For Robert Wrigley, poetry was a second choice for a career

Robert Wrigley (Photo by Canese Jarboe / Courtesy photo)
By Kathryn Smith For The Spokesman-Review

Robert Wrigley has a confession to make. He didn’t always want to be a poet.

“Once I thought – in truth, I still do –” he says in the poem “Jasmine,” “that music might have been / the art I was better suited to.”

“When I was 17, that’s all I wanted to do,” Wrigley said via email. “I think at some point, the idea of being a musician just no longer seemed possible. What I’ve done, however, is gone and devoted my life to poetry, of all things? How that seems more possible that being a musician – well, I was young and blessed with ignorance and determination.”

Looking at Wrigley’s accolades – Pacific Northwest Book Award, Kingsley Tufts Award, fellowships from the National Endowment for the Arts and the Guggenheim Foundation, to name a few – it’s clear that the poet’s youthful “ignorance and determination” paid off, and that his chosen art suits him quite well.

The University of Idaho professor emeritus will visit Spokane on Friday to launch his newest collection, “Box,” with a reading at Auntie’s bookstore at 7 p.m.

And while he probably won’t bring his guitar (though he still plays), the event won’t be without its own kind of music.

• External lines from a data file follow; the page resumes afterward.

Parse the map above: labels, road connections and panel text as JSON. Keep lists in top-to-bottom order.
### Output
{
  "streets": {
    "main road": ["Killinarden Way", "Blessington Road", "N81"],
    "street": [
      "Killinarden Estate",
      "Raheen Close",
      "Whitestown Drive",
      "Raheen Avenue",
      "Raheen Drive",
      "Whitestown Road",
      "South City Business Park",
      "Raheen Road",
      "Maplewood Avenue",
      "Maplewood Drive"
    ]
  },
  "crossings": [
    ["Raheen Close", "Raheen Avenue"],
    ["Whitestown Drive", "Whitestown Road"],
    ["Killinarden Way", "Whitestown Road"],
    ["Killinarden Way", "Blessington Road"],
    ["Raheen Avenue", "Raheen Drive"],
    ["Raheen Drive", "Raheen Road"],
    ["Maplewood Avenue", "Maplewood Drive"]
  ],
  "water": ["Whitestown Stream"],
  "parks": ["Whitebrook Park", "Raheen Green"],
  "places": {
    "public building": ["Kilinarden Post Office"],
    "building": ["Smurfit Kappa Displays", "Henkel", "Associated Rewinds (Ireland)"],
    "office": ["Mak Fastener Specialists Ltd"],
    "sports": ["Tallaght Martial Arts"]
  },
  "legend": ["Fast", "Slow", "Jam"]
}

“I insist speech and language are musical,” Wrigley said, and the poems in “Box,” his 10th collection, testify to this belief.

Wrigley clearly takes delight in language and sound: the call and response of pay phones in the poem “Tinnitus,” the repetition of the word “Appenninica” in “Sheep in Umbria,” simply because, he says in the poem, “I just love to write and read the word.” (Appenninica, by the way, is a type of sheep found in Umbria and Tuscany.)

Among its playful music, “Box” deals with weightier themes as well. The book is dedicated to the memory of Wrigley’s father, who died in 2014, and the first poem, “My People,” has the poet taking his then-ailing father to visit the graves of family members.

“Much of literature is simply an engagement with mortality,” Wrigley said, and “Box” is no exception, suggesting in both its title and its themes “that ultimate ‘box,’ ” the coffin.

“Humans know they’re going to die, we imagine being dead, or try to. We devise myths that will allow us to imagine living on forever. But we’re going to die, every one of us, and that changes everything about how we live. It probably ought to make us kind and compassionate and generous, but you can also see how it makes us venal and greedy. … What does it mean to live? To have lived? How should life be lived? I think it should be lived making something.”

It should also be lived listening.

“It is a good thing to hear poetry, to really listen to it, to, yes, go to a poetry reading,” Wrigley said. “We get used to taking in what’s on the page and maybe we hear what we’re reading, but if we do we hear it like we hear the music playing at Walgreen’s. A reading gives you a chance to hear in a way you might have only rarely experienced. I’m half convinced that poetry readings have taught me how to hear the language, and hear the music in it.”